Quality statement 3: Statins for people with CKD
Adults with chronic kidney disease (CKD) are offered atorvastatin 20 mg. [new 2017]
There is a higher risk of cardiovascular disease (CVD) in people with CKD. After discussing the risks and benefits of starting statin therapy with a healthcare professional, adults with CKD may choose statin therapy as an appropriate treatment to reduce their risk of first CVD events, or of future CVD events in adults who have already had an event, such as a heart attack or stroke. Statins are a clinically effective treatment for preventing CVD, and reducing the risks associated with CVD, for people who have CKD. Atorvastatin 20 mg is recommended as the preferred initial high-intensity statin because it is clinically and cost effective for the primary and secondary prevention of CVD.
The following measures can be used to assess the quality of care or service provision specified in the statement. They are examples of how the statement can be measured and can be adapted and used flexibly.
a) Evidence of the availability of atorvastatin 20 mg within local service providers.
Data source: Local data collection, for example, local formularies.
b) Evidence of local systems to check whether adults with CKD are taking atorvastatin 20 mg and invite them to discuss starting treatment if not.
Data source: Local data collection, for example, service specifications.
Proportion of adults with CKD who receive atorvastatin 20 mg.
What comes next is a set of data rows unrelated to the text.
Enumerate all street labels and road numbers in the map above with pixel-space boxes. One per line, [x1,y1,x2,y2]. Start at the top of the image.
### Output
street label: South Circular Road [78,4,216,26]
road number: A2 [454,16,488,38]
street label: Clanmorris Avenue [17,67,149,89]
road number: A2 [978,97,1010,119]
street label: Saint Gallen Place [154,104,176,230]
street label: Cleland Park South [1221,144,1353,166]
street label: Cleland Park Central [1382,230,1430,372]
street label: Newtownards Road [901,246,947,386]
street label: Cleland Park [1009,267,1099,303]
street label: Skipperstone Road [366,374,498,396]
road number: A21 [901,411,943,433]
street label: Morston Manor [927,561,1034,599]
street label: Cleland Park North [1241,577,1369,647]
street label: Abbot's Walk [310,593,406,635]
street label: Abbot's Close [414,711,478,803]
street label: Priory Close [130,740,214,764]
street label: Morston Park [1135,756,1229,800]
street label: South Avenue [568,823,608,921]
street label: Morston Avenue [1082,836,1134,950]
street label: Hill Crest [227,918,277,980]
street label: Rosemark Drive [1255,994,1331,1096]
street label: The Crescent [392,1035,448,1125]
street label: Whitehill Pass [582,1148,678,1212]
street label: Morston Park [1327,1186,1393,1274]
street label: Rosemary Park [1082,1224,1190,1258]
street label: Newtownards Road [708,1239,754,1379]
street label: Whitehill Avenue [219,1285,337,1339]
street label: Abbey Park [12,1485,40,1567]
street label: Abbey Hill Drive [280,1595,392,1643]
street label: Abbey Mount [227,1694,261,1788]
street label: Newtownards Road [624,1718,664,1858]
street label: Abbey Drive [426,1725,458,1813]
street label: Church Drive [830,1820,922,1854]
Numerator – the number in the denominator who receive atorvastatin 20 mg.
Denominator – the number of adults with CKD.
Data source: Local data collection, for example, audit of health records. The National CKD Audit reports the percentage of people with coded CKD stages 3 to 5 who are on a statin.
a) Prevalence of cardiovascular disease among people with CKD.
Data source: Local data collection, for example, audit of health records. The UK Renal Registry collects data on comorbidities of renal patients, including angina, heart failure and atrial fibrillation.
b) Incidence of cardiovascular events for people with CKD.
Data source: Local data collection, for example, audit of health records. The UK Renal Registry collects data on comorbidities of renal patients, including dates of heart failure, transient ischaemic attack, stroke and ST segment elevation myocardial infarction (STEMI).
c) Cardiovascular mortality rates among people with CKD.
Data source: Local data collection, for example, audit of health records. The UK Renal Registry collects data on the cause of death of renal patients.
d) Proportion of people with CKD with a greater than 40% reduction in non‑high‑density lipoprotein cholesterol.
Data source: Local data collection, for example, audit of health records.
Service providers (general practices and secondary care services, such as renal, cardiology, diabetes and rheumatology clinics) ensure that systems are in place for adults with CKD to be offered atorvastatin 20 mg. For example, this may be done through incorporating treatment algorithms into software applications to provide users with patient-specific recommendations on treatment.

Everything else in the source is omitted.